The 1D tables have maximum of 50 rows...and the 2D tables have maximum of 50 rows and 20 columns.
These tables act as special lookup tables, such that for a given input within the range of the table I have to find the closest upper and lower points in that table. Then I have to do linear interpolation for the 1D tables and Bilinear interpolation for the 2D table.
So for 1D tables I have to find 1 upper and 1 lower values and perform 1 interpolation
for 2D table I have to find 2 upper and 2 lower values and perform 3 interpolation (a bilinear interpolation consists of 3 linear interpolation)
Now the problem is that I have to do all this as fast as possible... hence my question at the beginning...
Just for improving speed, I have redone my lookup tables so they have fixed increments in the input axis...

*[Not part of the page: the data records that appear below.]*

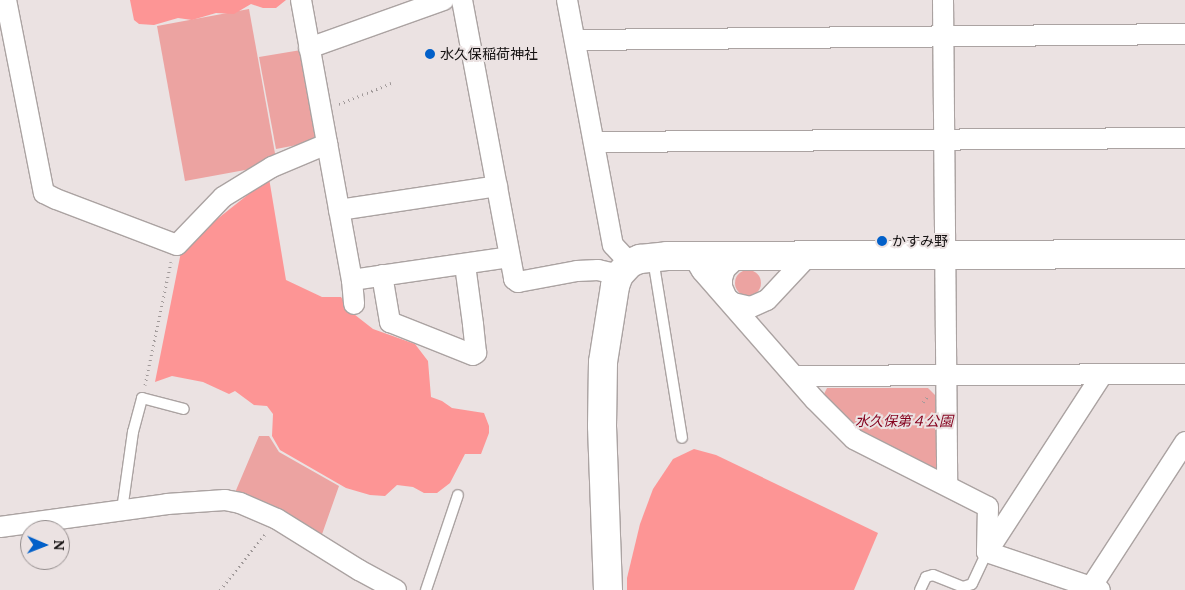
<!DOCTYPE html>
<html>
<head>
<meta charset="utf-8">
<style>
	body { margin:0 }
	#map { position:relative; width:1185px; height:590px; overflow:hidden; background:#ebe2e2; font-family:Lora,"Noto Sans JP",serif }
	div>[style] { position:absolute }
	.green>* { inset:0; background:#eca3a1 }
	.round { border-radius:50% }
	.forest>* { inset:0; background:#fd9595 }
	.path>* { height:3px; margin-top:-1.5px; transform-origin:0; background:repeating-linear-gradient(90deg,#a19a9a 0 1px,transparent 0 5px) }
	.roads { filter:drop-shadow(1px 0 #aba3a2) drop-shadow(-1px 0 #aba3a2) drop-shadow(0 1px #aba3a2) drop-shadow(0 -1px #aba3a2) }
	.lane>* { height:10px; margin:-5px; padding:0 5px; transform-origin:5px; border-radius:5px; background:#fff }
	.street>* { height:20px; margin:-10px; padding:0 10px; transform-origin:10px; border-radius:10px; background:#fff }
	.secondary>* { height:28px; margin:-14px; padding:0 14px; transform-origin:14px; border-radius:14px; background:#fff }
	.dots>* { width:14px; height:14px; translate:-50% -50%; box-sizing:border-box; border:2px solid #ebe2e2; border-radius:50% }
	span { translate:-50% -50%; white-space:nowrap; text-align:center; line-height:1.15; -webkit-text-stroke:4px #ebe2e2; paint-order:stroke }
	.poi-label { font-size:14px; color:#141111 }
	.left { translate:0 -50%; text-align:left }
	.park-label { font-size:14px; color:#84021e; font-style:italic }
	.north { position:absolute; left:20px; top:520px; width:50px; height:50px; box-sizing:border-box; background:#ebe2e2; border:1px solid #958e8e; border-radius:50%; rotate:91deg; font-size:14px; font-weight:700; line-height:20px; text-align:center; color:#141111 }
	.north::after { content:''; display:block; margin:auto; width:18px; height:22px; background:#0260c9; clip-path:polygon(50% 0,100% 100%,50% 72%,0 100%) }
</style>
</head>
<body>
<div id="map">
	<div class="green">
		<div style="clip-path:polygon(249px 9px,276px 159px,256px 168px,185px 181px,157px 26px)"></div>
		<div style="clip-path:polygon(301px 50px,318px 141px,276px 149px,259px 57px)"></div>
		<div class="round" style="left:735px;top:270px;width:26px;height:26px"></div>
		<div style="clip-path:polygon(827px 388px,928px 388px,938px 398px,937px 468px,930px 472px,860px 437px,823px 396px)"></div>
		<div style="clip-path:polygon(259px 436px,269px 436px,279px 452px,339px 486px,320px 540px,234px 495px)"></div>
	</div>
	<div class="forest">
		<div style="clip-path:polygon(130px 0,286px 0,276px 8px,263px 8px,251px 4px,234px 14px,216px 13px,192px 20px,178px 18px,154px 25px,139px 24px,134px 20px)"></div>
		<div style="clip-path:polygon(269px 178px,286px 280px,322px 297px,341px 297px,350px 311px,373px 329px,415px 344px,428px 361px,431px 397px,442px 401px,452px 408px,484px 413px,489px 426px,489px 433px,481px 454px,465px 454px,450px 483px,437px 493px,424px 493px,413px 487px,397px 485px,385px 496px,370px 495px,346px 488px,280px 450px,272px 436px,273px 414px,267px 406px,254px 405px,235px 391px,229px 394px,203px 382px,172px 376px,155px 382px,182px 247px)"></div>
		<div style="clip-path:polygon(694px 449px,716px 455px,878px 533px,854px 590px,627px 590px,627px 578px,640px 524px,653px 489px,673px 459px)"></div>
	</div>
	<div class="path">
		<div style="left:339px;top:104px;width:59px;rotate:-21.8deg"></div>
		<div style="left:145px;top:385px;width:126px;rotate:-78.1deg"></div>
		<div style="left:923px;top:402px;width:8px;rotate:-50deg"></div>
		<div style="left:220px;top:590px;width:73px;rotate:-51.1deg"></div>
	</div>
	<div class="roads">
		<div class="lane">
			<div style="left:653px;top:259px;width:181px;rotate:80.8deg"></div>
			<div style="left:122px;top:510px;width:79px;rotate:-82deg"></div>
			<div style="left:133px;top:432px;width:35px;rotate:-75deg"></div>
			<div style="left:142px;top:398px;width:43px;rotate:14.7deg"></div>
			<div style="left:426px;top:590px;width:100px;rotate:-71.4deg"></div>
			<div style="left:920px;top:590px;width:14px;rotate:-65deg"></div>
			<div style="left:926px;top:577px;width:7px;rotate:-16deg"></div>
			<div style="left:933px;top:575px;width:32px;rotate:22deg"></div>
			<div style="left:963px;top:587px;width:9px;rotate:-18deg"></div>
			<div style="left:972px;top:584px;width:35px;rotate:-65deg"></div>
		</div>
		<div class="street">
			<div style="left:6px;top:0;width:197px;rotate:78.9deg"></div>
			<div style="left:44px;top:193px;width:13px;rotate:27deg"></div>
			<div style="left:56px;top:199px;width:129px;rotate:20.8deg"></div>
			<div style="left:177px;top:245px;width:66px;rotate:-46.2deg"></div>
			<div style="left:223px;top:197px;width:57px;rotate:-31.5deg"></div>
			<div style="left:272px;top:167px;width:60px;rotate:-22.7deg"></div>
			<div style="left:301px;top:0;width:285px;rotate:79.7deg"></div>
			<div style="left:352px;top:280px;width:24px;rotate:85deg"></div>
			<div style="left:462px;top:0;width:284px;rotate:79.4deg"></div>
			<div style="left:514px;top:279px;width:5px;rotate:37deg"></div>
			<div style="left:518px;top:282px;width:60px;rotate:-10.6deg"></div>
			<div style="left:577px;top:271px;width:21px;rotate:-3deg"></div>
			<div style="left:598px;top:270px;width:22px;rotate:13deg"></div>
			<div style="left:567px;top:0;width:249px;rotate:79.4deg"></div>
			<div style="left:613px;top:245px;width:25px;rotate:47deg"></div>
			<div style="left:943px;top:0;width:484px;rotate:89.5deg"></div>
			<div style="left:575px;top:40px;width:610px;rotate:-0.56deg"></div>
			<div style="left:309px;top:48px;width:143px;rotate:-19.6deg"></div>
			<div style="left:594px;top:142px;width:591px;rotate:-0.39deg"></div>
			<div style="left:339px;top:210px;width:160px;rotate:-8.6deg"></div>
			<div style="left:693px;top:256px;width:17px;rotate:59deg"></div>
			<div style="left:702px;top:271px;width:171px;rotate:48.8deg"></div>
			<div style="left:815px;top:400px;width:55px;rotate:45deg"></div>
			<div style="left:854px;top:439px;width:150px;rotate:26.9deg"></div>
			<div style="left:988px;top:507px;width:45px;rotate:91.3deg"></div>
			<div style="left:739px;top:256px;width:19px;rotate:137deg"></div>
			<div style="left:725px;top:269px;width:9px;rotate:108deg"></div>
			<div style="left:722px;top:278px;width:9px;rotate:90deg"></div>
			<div style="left:722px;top:287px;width:12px;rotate:66deg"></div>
			<div style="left:727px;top:298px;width:8px;rotate:40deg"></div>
			<div style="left:733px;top:303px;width:18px;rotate:13deg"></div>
			<div style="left:751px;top:307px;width:17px;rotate:-24deg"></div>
			<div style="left:767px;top:300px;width:60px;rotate:-47deg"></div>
			<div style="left:382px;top:275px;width:48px;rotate:80.3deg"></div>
			<div style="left:390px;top:322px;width:89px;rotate:21.7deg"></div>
			<div style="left:473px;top:355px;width:4px;rotate:-34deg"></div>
			<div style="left:476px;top:353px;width:29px;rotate:-96deg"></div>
			<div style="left:473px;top:324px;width:60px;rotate:-97.7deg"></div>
			<div style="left:352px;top:280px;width:159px;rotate:-8.3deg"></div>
			<div style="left:795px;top:376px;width:390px;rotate:-0.3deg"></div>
			<div style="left:0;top:527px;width:169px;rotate:-7.8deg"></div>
			<div style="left:167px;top:504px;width:58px;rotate:-3.9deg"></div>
			<div style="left:225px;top:500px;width:15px;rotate:11deg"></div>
			<div style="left:240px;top:503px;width:40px;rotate:23.4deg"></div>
			<div style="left:277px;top:519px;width:97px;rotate:31.9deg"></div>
			<div style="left:359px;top:570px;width:42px;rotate:28.4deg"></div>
			<div style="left:987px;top:552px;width:211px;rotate:-57deg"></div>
			<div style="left:987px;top:552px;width:119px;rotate:18.6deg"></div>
			<div style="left:1091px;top:587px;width:173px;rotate:-57deg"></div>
		</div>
		<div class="secondary">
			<div style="left:608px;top:590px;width:164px;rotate:-92.1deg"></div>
			<div style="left:602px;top:426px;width:64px;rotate:-89.1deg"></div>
			<div style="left:603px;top:362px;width:77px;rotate:-81deg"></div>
			<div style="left:615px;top:286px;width:12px;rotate:-70deg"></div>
			<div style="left:619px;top:275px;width:16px;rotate:-47deg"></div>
			<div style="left:630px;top:263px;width:11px;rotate:-22deg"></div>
			<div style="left:640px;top:259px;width:27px;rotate:-6deg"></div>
			<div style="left:667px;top:256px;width:518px;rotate:-0.22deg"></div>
		</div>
	</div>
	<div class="dots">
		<div style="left:430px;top:54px;background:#0260c9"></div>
		<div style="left:882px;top:241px;background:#0260c9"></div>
	</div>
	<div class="poi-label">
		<span class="left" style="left:440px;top:54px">水久保稲荷神社</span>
		<span class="left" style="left:892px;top:241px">かすみ野</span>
	</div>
	<div class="park-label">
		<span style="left:904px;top:421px">水久保第４公園</span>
	</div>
	<div class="north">N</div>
</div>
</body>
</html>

Now that the tables have fixed increments I dont think I have to do any type of search to find the upper and lower values... (correct me if I am wrong)
for example, in one of my tables I have input axis: 100 to 600 in increments of 50 (10 by 2 tables... this will increase to 50 by 2 in the future)
to get my indexes of upper and lower values I can do this:
lower = (input/50) -2
upper = (input/50) -1
Thank you all...
Your responses were some really good learning experience for me...
Now the problem is that I have to do all this as fast as possible.
as fast as possible is no requirement.
How fast do you want it? 1 search per second 10000 searches per second? What is needed? Hard numbers are requirements.
What are the other things your application need to do?
fast as possible typically means keep the tables sorted and do (weigthed) binary search - read sedgewick algorithms book or one of the others)
Can the tables changes during runtime or are they fixed?
Are the searched values distributed evenly over the table or not?
If not how are they distributed?
FardinB:
Just for improving speed, I have redone my lookup tables so they have fixed increments in the input axis...
Unless you need the lookup to be reversible, this is an obvious first optimisation. Now you don't need to find anything. Does that resolve your question?